Plotting functione example

Dynamics check

To help you validate your dynamics model, we have implemented a function that simulates the agent using your dynamics on a prerecorded set of inputs and compares the results against the ground truth. This verification is automatically performed in the planner’s constructor. We strongly recommend ensuring that your implementation passes this dynamics check before proceeding with the rest of your solution.
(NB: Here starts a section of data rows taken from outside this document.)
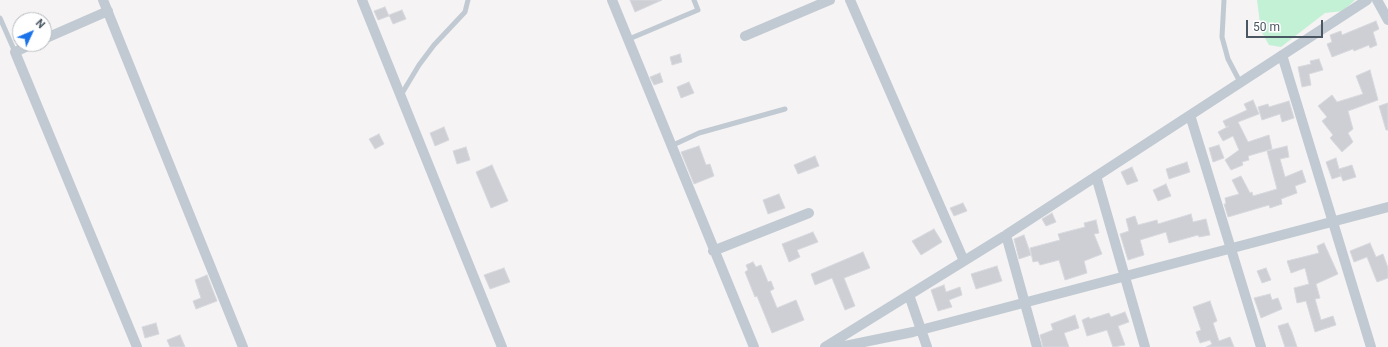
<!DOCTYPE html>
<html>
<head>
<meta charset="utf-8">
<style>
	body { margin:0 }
	#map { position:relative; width:1388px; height:347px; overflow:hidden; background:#f5f3f3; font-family:Roboto,sans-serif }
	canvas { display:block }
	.north { position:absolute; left:12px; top:12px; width:40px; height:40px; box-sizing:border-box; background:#fff; border:1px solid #b7bbc0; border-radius:50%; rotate:46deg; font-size:11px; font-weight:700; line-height:16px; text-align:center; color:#4a5661 }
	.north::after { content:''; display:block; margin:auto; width:14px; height:18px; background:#1a73e8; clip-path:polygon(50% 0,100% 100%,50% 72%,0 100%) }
	.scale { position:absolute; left:1246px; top:20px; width:77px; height:18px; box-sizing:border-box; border:2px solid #4a5661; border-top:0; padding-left:5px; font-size:12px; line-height:14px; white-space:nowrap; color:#4a5661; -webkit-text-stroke:3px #fff; paint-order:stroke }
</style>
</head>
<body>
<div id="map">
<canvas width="1388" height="347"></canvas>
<div class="north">N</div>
<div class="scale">50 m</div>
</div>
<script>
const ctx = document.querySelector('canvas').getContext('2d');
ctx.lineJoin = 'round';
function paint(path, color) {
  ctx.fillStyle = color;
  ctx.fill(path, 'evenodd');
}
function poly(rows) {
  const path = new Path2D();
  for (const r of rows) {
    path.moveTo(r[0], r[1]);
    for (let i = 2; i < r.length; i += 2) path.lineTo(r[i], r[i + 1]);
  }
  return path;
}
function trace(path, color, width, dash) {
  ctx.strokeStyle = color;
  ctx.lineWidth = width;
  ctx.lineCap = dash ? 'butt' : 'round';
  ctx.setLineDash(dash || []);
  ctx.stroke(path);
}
const green = poly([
	[1257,0,1355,0,1343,11,1325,13,1281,47,1269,45,1261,31]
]);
const building = poly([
	[630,0,662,0,635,12,630,0],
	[385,7,389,16,378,20,374,11,385,7],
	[402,10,406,19,393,24,389,15,402,10],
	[1376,21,1379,29,1373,32,1377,45,1370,48,1369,45,1354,51,1353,49,1332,57,1327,44,1332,42,1330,35,1341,31,1342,35,1376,21],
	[680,54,682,62,672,65,670,57,680,54],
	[1319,59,1323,70,1309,74,1311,85,1302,87,1298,67,1311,64,1310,61,1319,59],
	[1370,70,1378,100,1348,111,1353,129,1348,133,1353,142,1342,152,1330,138,1333,135,1322,121,1327,117,1318,106,1332,95,1337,102,1363,94,1356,76,1370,70],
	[660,73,663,82,654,85,650,77,660,73],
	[689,82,694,93,681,98,677,87,689,82],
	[1253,100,1259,114,1238,122,1248,142,1269,135,1272,149,1248,156,1249,160,1242,162,1243,165,1231,170,1225,160,1239,150,1233,136,1223,141,1218,132,1229,126,1226,127,1223,121,1247,110,1244,104,1253,100],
	[1289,101,1294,118,1282,122,1280,114,1262,120,1258,107,1268,104,1269,107,1289,101],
	[1388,103,1388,130,1386,130,1379,106,1388,103],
	[444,127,449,140,435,146,430,133,444,127],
	[379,134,384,144,375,149,369,139,379,134],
	[1219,145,1224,158,1213,162,1209,148,1219,145],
	[699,146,706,165,710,164,714,176,694,184,681,152,699,146],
	[1287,146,1289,157,1280,159,1285,177,1302,170,1306,182,1295,186,1297,193,1281,199,1282,204,1270,208,1269,205,1228,217,1224,204,1226,204,1225,198,1239,194,1232,180,1241,176,1250,193,1252,192,1253,196,1277,189,1267,151,1287,146],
	[466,147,470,160,457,164,453,151,466,147],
	[815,156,819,166,798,174,794,165,815,156],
	[1336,158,1339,169,1352,165,1356,177,1343,181,1340,173,1341,176,1332,179,1326,162,1336,158],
	[1187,162,1190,172,1169,179,1166,169,1187,162],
	[492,165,508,201,491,208,476,172,492,165],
	[1132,167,1138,181,1127,185,1121,172,1132,167],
	[1166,184,1171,196,1158,201,1153,190,1166,184],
	[779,194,785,208,768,214,763,200,779,194],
	[963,203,967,211,954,216,950,208,963,203],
	[1052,213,1056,222,1046,226,1042,219,1052,213],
	[1191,214,1193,222,1206,219,1210,235,1199,237,1198,235,1169,243,1166,232,1140,240,1144,255,1128,260,1120,234,1129,231,1126,219,1135,216,1138,225,1157,220,1158,224,1191,214],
	[1096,220,1099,233,1094,234,1102,254,1084,261,1087,273,1065,280,1059,260,1040,265,1038,261,1033,262,1030,248,1060,240,1058,234,1085,227,1084,223,1096,220],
	[934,229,942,242,921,255,912,241,934,229],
	[813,232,818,242,797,250,800,257,789,262,782,244,813,232],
	[1024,235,1031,255,1019,259,1014,239,1024,235],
	[1324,243,1338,274,1316,284,1320,298,1315,299,1321,320,1333,316,1336,325,1315,332,1306,301,1297,303,1294,288,1309,284,1305,268,1291,273,1287,261,1319,253,1317,246,1324,243],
	[1370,243,1376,257,1383,254,1388,268,1388,278,1377,282,1367,257,1354,262,1350,251,1370,243],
	[863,252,870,268,844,278,855,306,845,310,832,278,815,285,811,274,863,252],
	[753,262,756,267,761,265,768,282,771,281,774,289,770,291,777,308,796,300,804,320,772,333,757,296,755,297,745,272,748,270,746,265,753,262],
	[997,266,1002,281,976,289,971,274,997,266],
	[504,268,510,282,490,289,484,275,504,268],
	[1266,268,1271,280,1262,283,1257,271,1266,268],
	[207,275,217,301,196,309,193,301,201,298,195,280,207,275],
	[944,285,946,292,960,287,962,295,949,300,952,307,938,311,931,290,944,285],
	[1270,294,1272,300,1278,298,1282,309,1261,318,1254,298,1270,294],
	[1210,301,1217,321,1213,323,1219,341,1230,337,1234,347,1206,347,1212,344,1210,340,1200,343,1196,332,1201,330,1193,307,1210,301],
	[1125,312,1129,322,1118,326,1125,345,1113,347,1107,330,1087,336,1082,320,1089,317,1090,319,1109,313,1111,317,1125,312],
	[1075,315,1079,328,1064,333,1069,347,1043,347,1040,335,1053,330,1051,324,1075,315],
	[156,323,159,334,145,338,142,327,156,323],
	[1288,323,1292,332,1297,347,1285,347,1278,326,1288,323],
	[180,335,185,347,170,347,167,340,180,335]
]);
const service = poly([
	[1224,0,1222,37,1228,59,1240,82],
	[0,18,15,52],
	[629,39,698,10,694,0],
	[401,95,419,65,434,45,465,12,468,0],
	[671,146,699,133,785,109]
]);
const minor = poly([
	[103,0,243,347],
	[362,0,502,347],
	[612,0,754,347],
	[850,0,964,261],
	[1377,0,1388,20],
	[745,36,830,0],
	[44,39,108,11],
	[32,44,15,52,137,347],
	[1282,55,1371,347],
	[1190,115,1261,347],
	[1096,176,1145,347],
	[1006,235,1037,347],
	[713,251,809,213],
	[909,295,927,347],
	[825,347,1006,235,1367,0],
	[840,347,913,332,1388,207]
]);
paint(green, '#c3f1d5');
paint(building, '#cdcfd5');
trace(building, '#d7d9de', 1);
trace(service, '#c1cad2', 5);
trace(minor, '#c1cad2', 10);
</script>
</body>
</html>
Note that this function is provided solely as a debugging tool and will not be used in the final evaluation.

Available Optimization Tools

If your solution needs to solve an optimization problem, we have added powerful libraries in the container to solve optimization problems. For instance, scipy.optimize, PuLP, cvxpy and cvxopt. We tested cvxpy with “ECOS” and “CLARABEL” as solvers for our SCvx pipeline. If you want to use other optimizers, or you are not using SCvx to solve the problem, please consider that we have not tested it.

Moreover, we suggest looking into DCP and DPP systems. DCP stands for Disciplined Convex Programming, while DPP stands for Disciplined Parametrized Programming. Both are rulesets you should follow to build a convex problem (DCP) that is also fast and efficient to solve repeatedly with different parameters (DPP), as in your case.